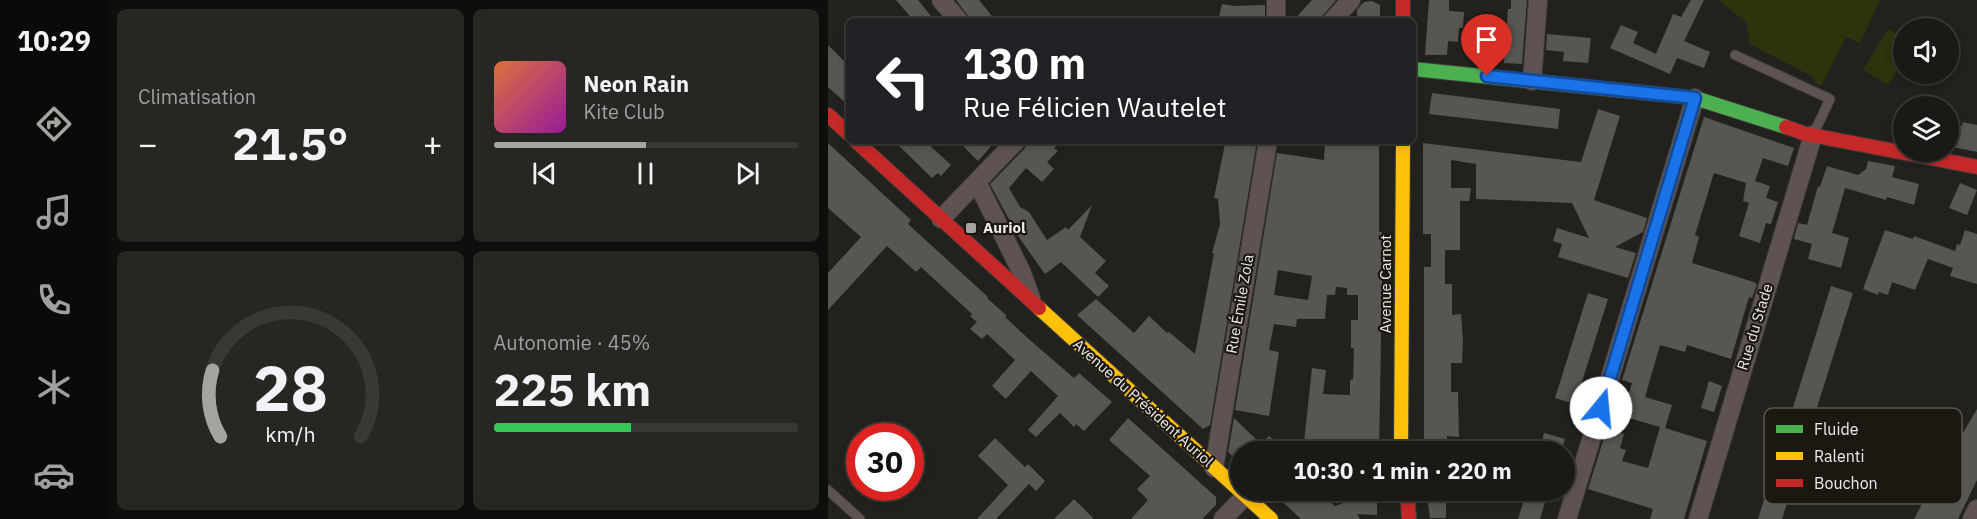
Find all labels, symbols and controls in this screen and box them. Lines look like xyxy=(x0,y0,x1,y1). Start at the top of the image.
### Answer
pin xyxy=(1461,14,1512,76)
map controls xyxy=(1893,18,1959,162)
button: sound xyxy=(1893,18,1959,84)
text: 10:29 xyxy=(17,23,91,58)
icon: arrive xyxy=(1470,23,1503,56)
text: 130 m xyxy=(963,36,1086,91)
icon: left xyxy=(864,42,942,120)
text: Neon Rain xyxy=(584,69,689,98)
text: Climatisation xyxy=(138,83,256,110)
text: Rue Félicien Wautelet xyxy=(963,89,1226,124)
button: layers xyxy=(1893,96,1959,162)
text: Kite Club xyxy=(584,98,665,125)
icon: directions xyxy=(33,103,75,145)
text: 21.5° xyxy=(232,114,348,172)
text: − xyxy=(138,122,158,165)
text: + xyxy=(423,122,442,165)
icon: previous xyxy=(528,157,561,190)
icon: pause xyxy=(629,157,662,190)
icon: next xyxy=(731,157,764,190)
icon: music xyxy=(33,191,75,233)
place label: Auriol xyxy=(983,218,1026,237)
marker: Auriol xyxy=(964,221,978,235)
street label: Avenue Carnot xyxy=(1376,235,1395,333)
street label: Rue Émile Zola xyxy=(1221,253,1258,355)
icon: phone xyxy=(33,279,75,321)
street label: Rue du Stade xyxy=(1732,281,1777,372)
text: Autonomie · 45% xyxy=(494,329,650,356)
street label: Avenue du Président Auriol xyxy=(1069,335,1217,471)
text: 28 xyxy=(253,347,328,428)
text: 225 km xyxy=(494,360,651,418)
icon: climate xyxy=(33,366,75,408)
position arrow xyxy=(1569,376,1633,440)
legend xyxy=(1764,408,1962,504)
text: Fluide xyxy=(1814,419,1859,439)
text: km/h xyxy=(265,421,315,449)
speed limit sign: 30 xyxy=(846,423,924,501)
text: Ralenti xyxy=(1814,446,1864,466)
icon: car xyxy=(33,454,75,496)
text: 10:30 · 1 min · 220 m xyxy=(1293,456,1512,485)
text: Bouchon xyxy=(1814,473,1878,493)

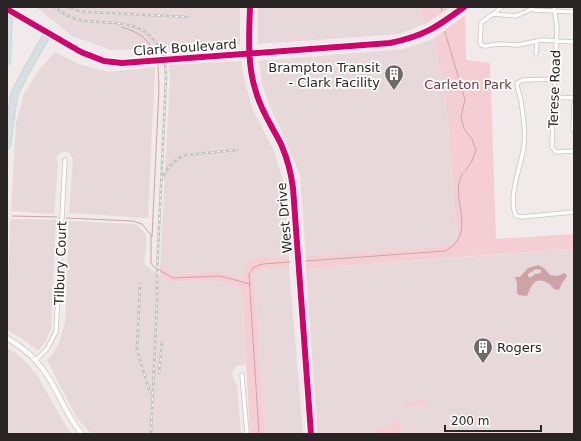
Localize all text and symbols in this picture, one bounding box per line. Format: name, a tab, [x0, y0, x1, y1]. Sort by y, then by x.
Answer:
street label: Clark Boulevard	[133, 36, 237, 59]
street label: Terese Road	[546, 50, 563, 129]
place label: Brampton Transit - Clark Facility	[268, 60, 380, 90]
building icon: Brampton Transit - Clark Facility	[383, 63, 405, 91]
park label: Carleton Park	[424, 77, 512, 92]
street label: West Drive	[274, 182, 295, 254]
street label: Tilbury Court	[52, 221, 69, 306]
building icon: Rogers	[472, 336, 494, 364]
place label: Rogers	[497, 340, 542, 355]
scale bar	[445, 407, 541, 433]
text: 200 m	[451, 414, 489, 428]

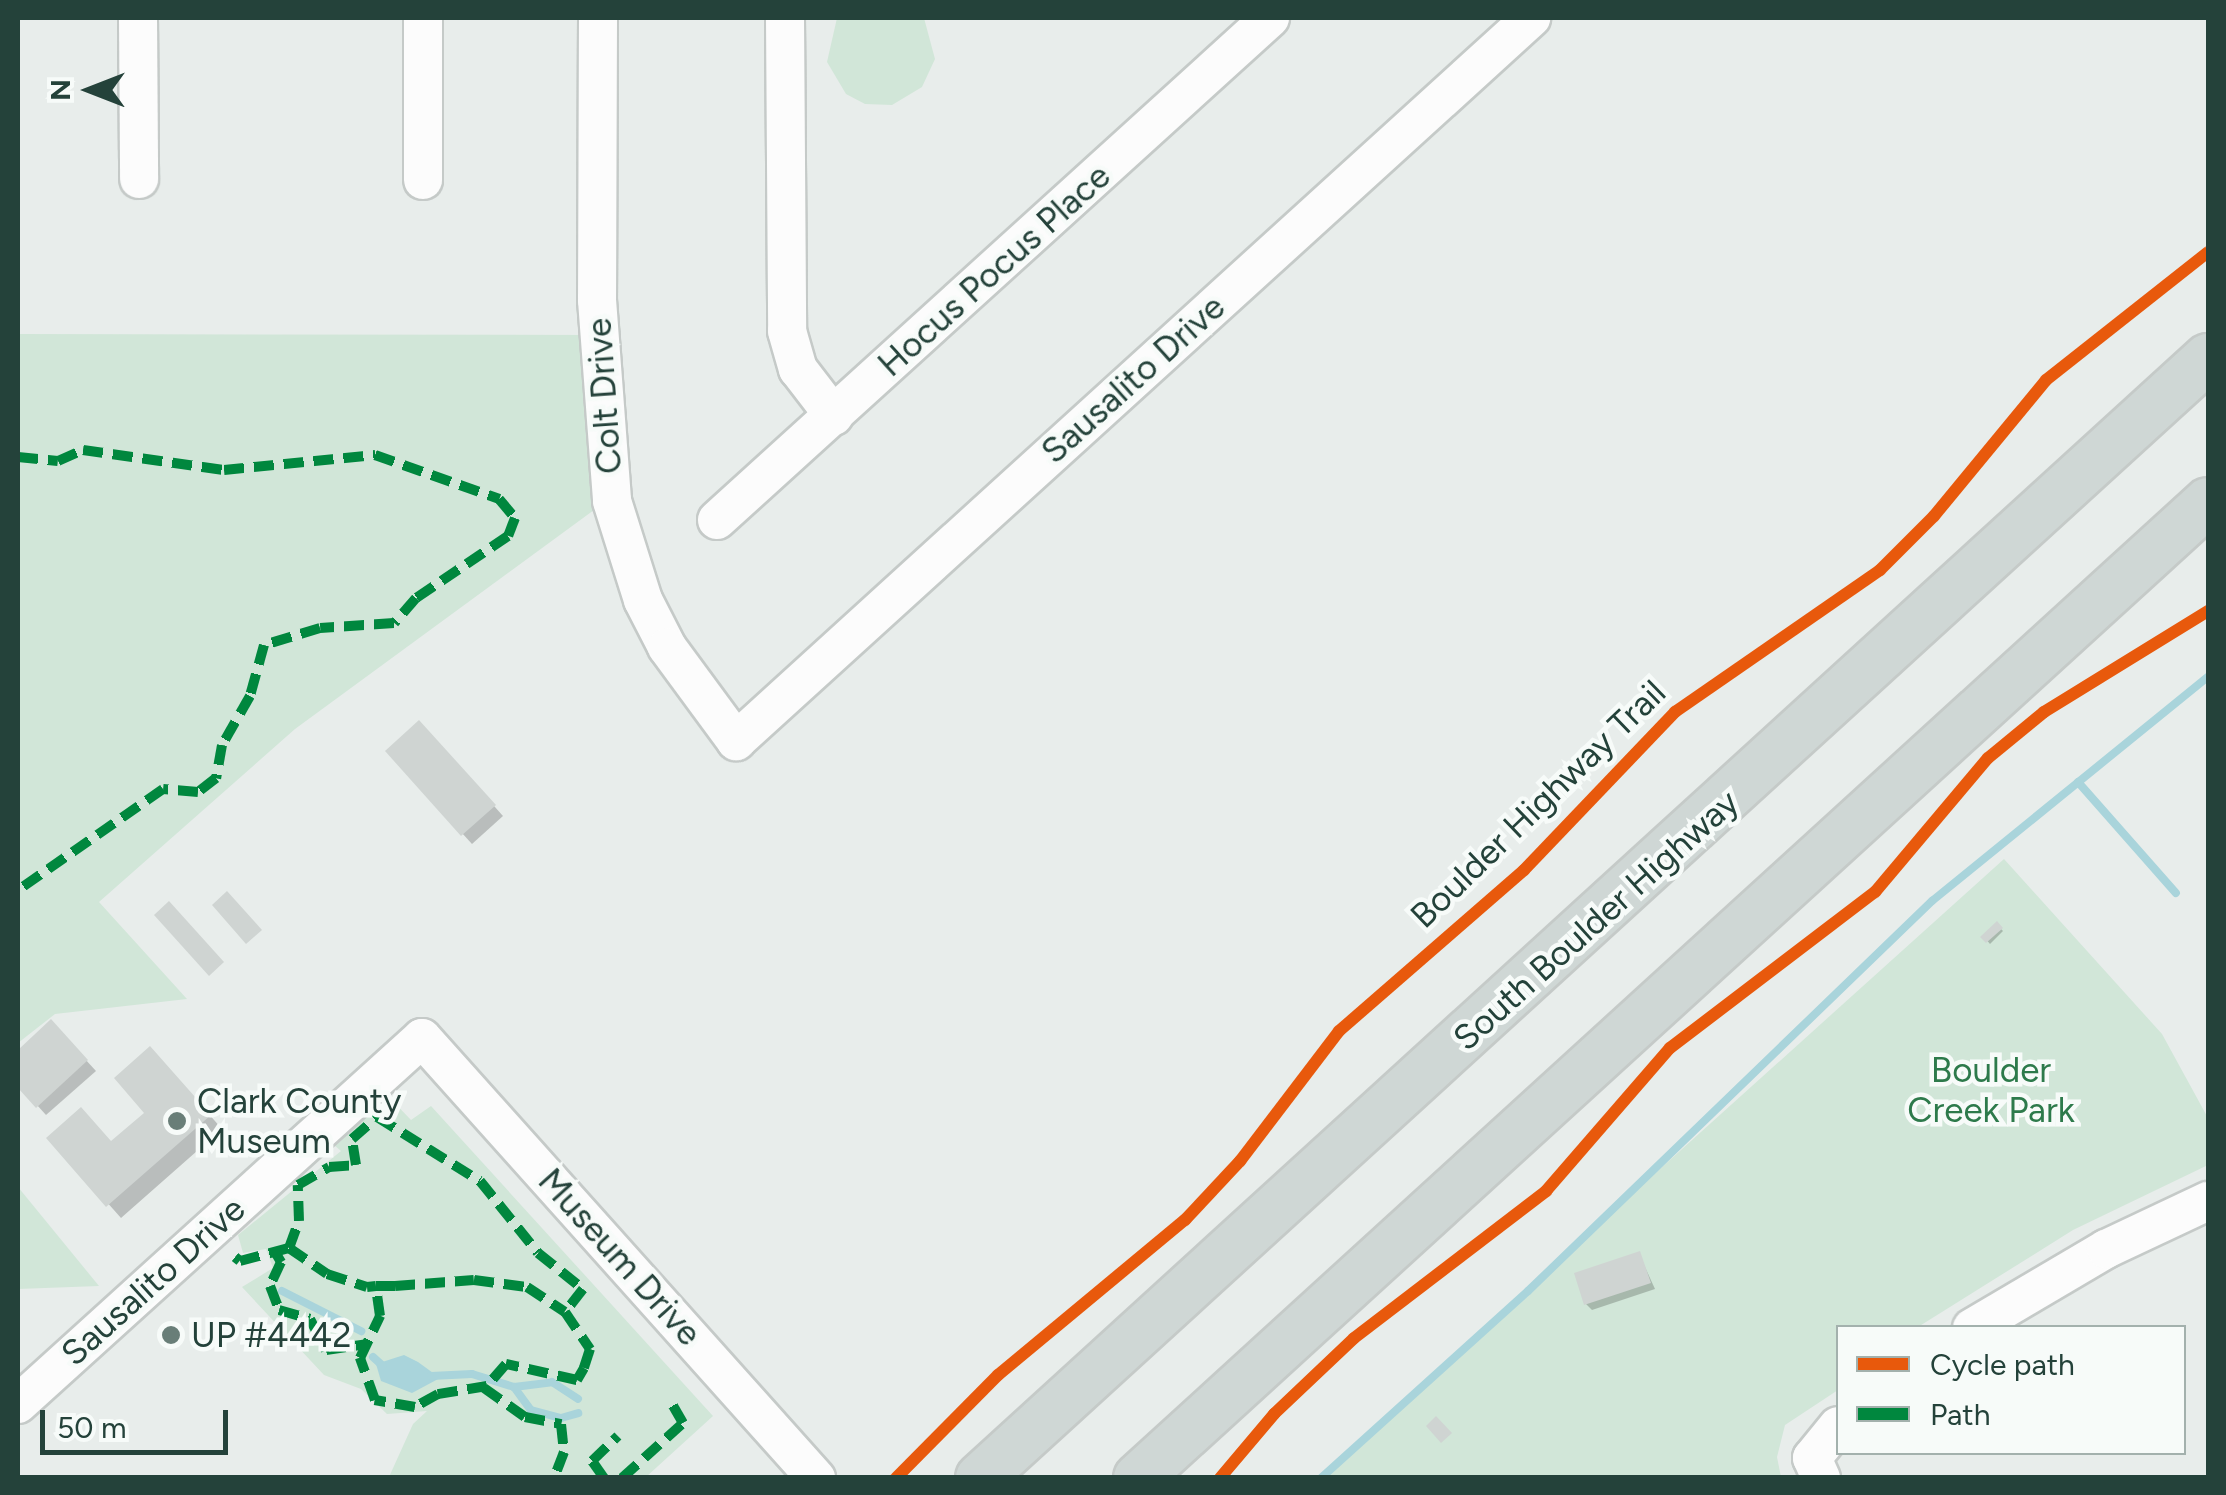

### Task statement:
Everything in the entries must come back exactly, except the pictures.

### Your solution:
Find all labels, symbols and controls in this screen and box them. Lines look like xyxy=(x0,y0,x1,y1). Start at the top of the image.
### Answer
pin xyxy=(1461,14,1512,76)
map controls xyxy=(1893,18,1959,162)
button: sound xyxy=(1893,18,1959,84)
text: 10:29 xyxy=(17,23,91,58)
icon: arrive xyxy=(1470,23,1503,56)
text: 130 m xyxy=(963,36,1086,91)
icon: left xyxy=(864,42,942,120)
text: Neon Rain xyxy=(584,69,689,98)
text: Climatisation xyxy=(138,83,256,110)
text: Rue Félicien Wautelet xyxy=(963,89,1226,124)
button: layers xyxy=(1893,96,1959,162)
text: Kite Club xyxy=(584,98,665,125)
icon: directions xyxy=(33,103,75,145)
text: 21.5° xyxy=(232,114,348,172)
text: − xyxy=(138,122,158,165)
text: + xyxy=(423,122,442,165)
icon: previous xyxy=(528,157,561,190)
icon: pause xyxy=(629,157,662,190)
icon: next xyxy=(731,157,764,190)
icon: music xyxy=(33,191,75,233)
place label: Auriol xyxy=(983,218,1026,237)
marker: Auriol xyxy=(964,221,978,235)
street label: Avenue Carnot xyxy=(1376,235,1395,333)
street label: Rue Émile Zola xyxy=(1221,253,1258,355)
icon: phone xyxy=(33,279,75,321)
street label: Rue du Stade xyxy=(1732,281,1777,372)
text: Autonomie · 45% xyxy=(494,329,650,356)
street label: Avenue du Président Auriol xyxy=(1069,335,1217,471)
text: 28 xyxy=(253,347,328,428)
text: 225 km xyxy=(494,360,651,418)
icon: climate xyxy=(33,366,75,408)
position arrow xyxy=(1569,376,1633,440)
legend xyxy=(1764,408,1962,504)
text: Fluide xyxy=(1814,419,1859,439)
text: km/h xyxy=(265,421,315,449)
speed limit sign: 30 xyxy=(846,423,924,501)
text: Ralenti xyxy=(1814,446,1864,466)
icon: car xyxy=(33,454,75,496)
text: 10:30 · 1 min · 220 m xyxy=(1293,456,1512,485)
text: Bouchon xyxy=(1814,473,1878,493)

Localize all text and symbols in this picture, one bounding box per line. Format: name, a tab, [x0, y0, x1, y1]. Sort by y, then by x.
Answer:
street label: Clark Boulevard	[133, 36, 237, 59]
street label: Terese Road	[546, 50, 563, 129]
place label: Brampton Transit - Clark Facility	[268, 60, 380, 90]
building icon: Brampton Transit - Clark Facility	[383, 63, 405, 91]
park label: Carleton Park	[424, 77, 512, 92]
street label: West Drive	[274, 182, 295, 254]
street label: Tilbury Court	[52, 221, 69, 306]
building icon: Rogers	[472, 336, 494, 364]
place label: Rogers	[497, 340, 542, 355]
scale bar	[445, 407, 541, 433]
text: 200 m	[451, 414, 489, 428]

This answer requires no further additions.